## Task
Below are records with pictures in them; print them exactly, omitting the pictures.

··· Given data

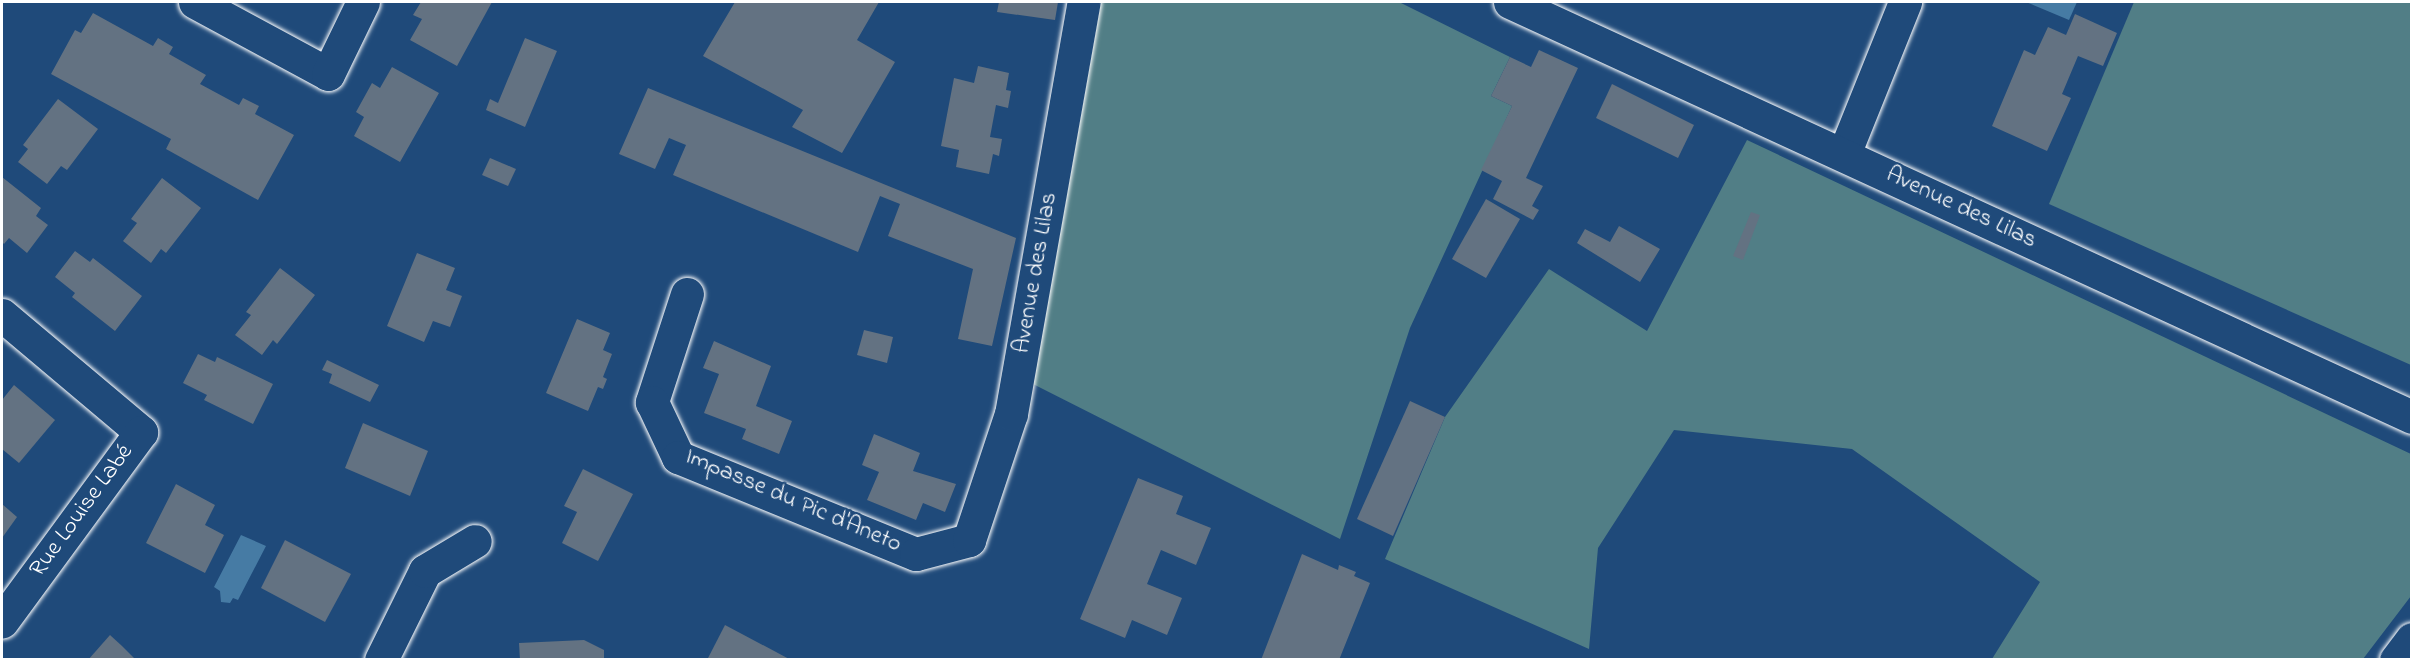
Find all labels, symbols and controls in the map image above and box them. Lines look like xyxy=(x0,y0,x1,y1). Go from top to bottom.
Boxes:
street label: Avenue des Lilas xyxy=(1881,161,2041,255)
street label: Avenue des Lilas xyxy=(1008,190,1064,356)
street label: Rue Louise Labé xyxy=(24,439,140,583)
street label: Impasse du Pic d'Aneto xyxy=(681,442,905,560)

······

## Solution for this problem
Find all labels, symbols and controls in the map image above and box them. Lines look like xyxy=(x0,y0,x1,y1). Go from top to bottom.
Boxes:
street label: Avenue des Lilas xyxy=(1881,161,2041,255)
street label: Avenue des Lilas xyxy=(1008,190,1064,356)
street label: Rue Louise Labé xyxy=(24,439,140,583)
street label: Impasse du Pic d'Aneto xyxy=(681,442,905,560)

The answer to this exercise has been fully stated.